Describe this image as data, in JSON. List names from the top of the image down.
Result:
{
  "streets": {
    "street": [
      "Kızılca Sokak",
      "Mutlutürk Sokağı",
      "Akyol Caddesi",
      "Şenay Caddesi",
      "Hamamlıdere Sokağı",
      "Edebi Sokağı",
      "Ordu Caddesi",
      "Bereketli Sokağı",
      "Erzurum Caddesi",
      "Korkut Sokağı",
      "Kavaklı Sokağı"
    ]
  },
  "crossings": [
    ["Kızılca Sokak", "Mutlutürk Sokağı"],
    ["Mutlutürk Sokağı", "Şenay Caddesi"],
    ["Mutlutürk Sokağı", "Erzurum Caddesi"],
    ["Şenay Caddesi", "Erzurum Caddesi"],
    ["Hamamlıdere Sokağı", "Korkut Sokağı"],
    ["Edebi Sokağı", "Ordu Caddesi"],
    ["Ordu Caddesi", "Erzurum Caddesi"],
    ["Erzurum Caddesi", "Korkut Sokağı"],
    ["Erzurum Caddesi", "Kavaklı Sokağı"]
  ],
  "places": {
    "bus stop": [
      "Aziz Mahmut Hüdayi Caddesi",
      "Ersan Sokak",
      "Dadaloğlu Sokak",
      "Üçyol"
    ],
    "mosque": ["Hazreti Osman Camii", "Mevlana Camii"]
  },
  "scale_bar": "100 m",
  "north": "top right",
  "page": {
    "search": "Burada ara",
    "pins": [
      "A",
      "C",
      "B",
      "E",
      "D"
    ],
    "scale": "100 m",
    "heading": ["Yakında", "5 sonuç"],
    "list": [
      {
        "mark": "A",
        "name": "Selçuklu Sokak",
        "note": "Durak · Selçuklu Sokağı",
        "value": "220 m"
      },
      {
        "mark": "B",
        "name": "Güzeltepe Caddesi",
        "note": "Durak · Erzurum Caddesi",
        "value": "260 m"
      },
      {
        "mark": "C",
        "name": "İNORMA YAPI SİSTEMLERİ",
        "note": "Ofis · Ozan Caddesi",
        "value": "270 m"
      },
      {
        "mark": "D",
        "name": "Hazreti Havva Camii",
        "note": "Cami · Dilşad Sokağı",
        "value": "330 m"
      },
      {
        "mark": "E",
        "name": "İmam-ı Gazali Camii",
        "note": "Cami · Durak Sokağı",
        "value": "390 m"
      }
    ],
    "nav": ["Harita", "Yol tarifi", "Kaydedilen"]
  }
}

====================

▶ [Work item]
Transcribe the entries above so that nothing in them differs from the original.

▶ [Response to this exercise]
Describe this image as data, in JSON. List names from the top of the image down.
Result:
{
  "streets": {
    "street": [
      "Kızılca Sokak",
      "Mutlutürk Sokağı",
      "Akyol Caddesi",
      "Şenay Caddesi",
      "Hamamlıdere Sokağı",
      "Edebi Sokağı",
      "Ordu Caddesi",
      "Bereketli Sokağı",
      "Erzurum Caddesi",
      "Korkut Sokağı",
      "Kavaklı Sokağı"
    ]
  },
  "crossings": [
    ["Kızılca Sokak", "Mutlutürk Sokağı"],
    ["Mutlutürk Sokağı", "Şenay Caddesi"],
    ["Mutlutürk Sokağı", "Erzurum Caddesi"],
    ["Şenay Caddesi", "Erzurum Caddesi"],
    ["Hamamlıdere Sokağı", "Korkut Sokağı"],
    ["Edebi Sokağı", "Ordu Caddesi"],
    ["Ordu Caddesi", "Erzurum Caddesi"],
    ["Erzurum Caddesi", "Korkut Sokağı"],
    ["Erzurum Caddesi", "Kavaklı Sokağı"]
  ],
  "places": {
    "bus stop": [
      "Aziz Mahmut Hüdayi Caddesi",
      "Ersan Sokak",
      "Dadaloğlu Sokak",
      "Üçyol"
    ],
    "mosque": ["Hazreti Osman Camii", "Mevlana Camii"]
  },
  "scale_bar": "100 m",
  "north": "top right",
  "page": {
    "search": "Burada ara",
    "pins": [
      "A",
      "C",
      "B",
      "E",
      "D"
    ],
    "scale": "100 m",
    "heading": ["Yakında", "5 sonuç"],
    "list": [
      {
        "mark": "A",
        "name": "Selçuklu Sokak",
        "note": "Durak · Selçuklu Sokağı",
        "value": "220 m"
      },
      {
        "mark": "B",
        "name": "Güzeltepe Caddesi",
        "note": "Durak · Erzurum Caddesi",
        "value": "260 m"
      },
      {
        "mark": "C",
        "name": "İNORMA YAPI SİSTEMLERİ",
        "note": "Ofis · Ozan Caddesi",
        "value": "270 m"
      },
      {
        "mark": "D",
        "name": "Hazreti Havva Camii",
        "note": "Cami · Dilşad Sokağı",
        "value": "330 m"
      },
      {
        "mark": "E",
        "name": "İmam-ı Gazali Camii",
        "note": "Cami · Durak Sokağı",
        "value": "390 m"
      }
    ],
    "nav": ["Harita", "Yol tarifi", "Kaydedilen"]
  }
}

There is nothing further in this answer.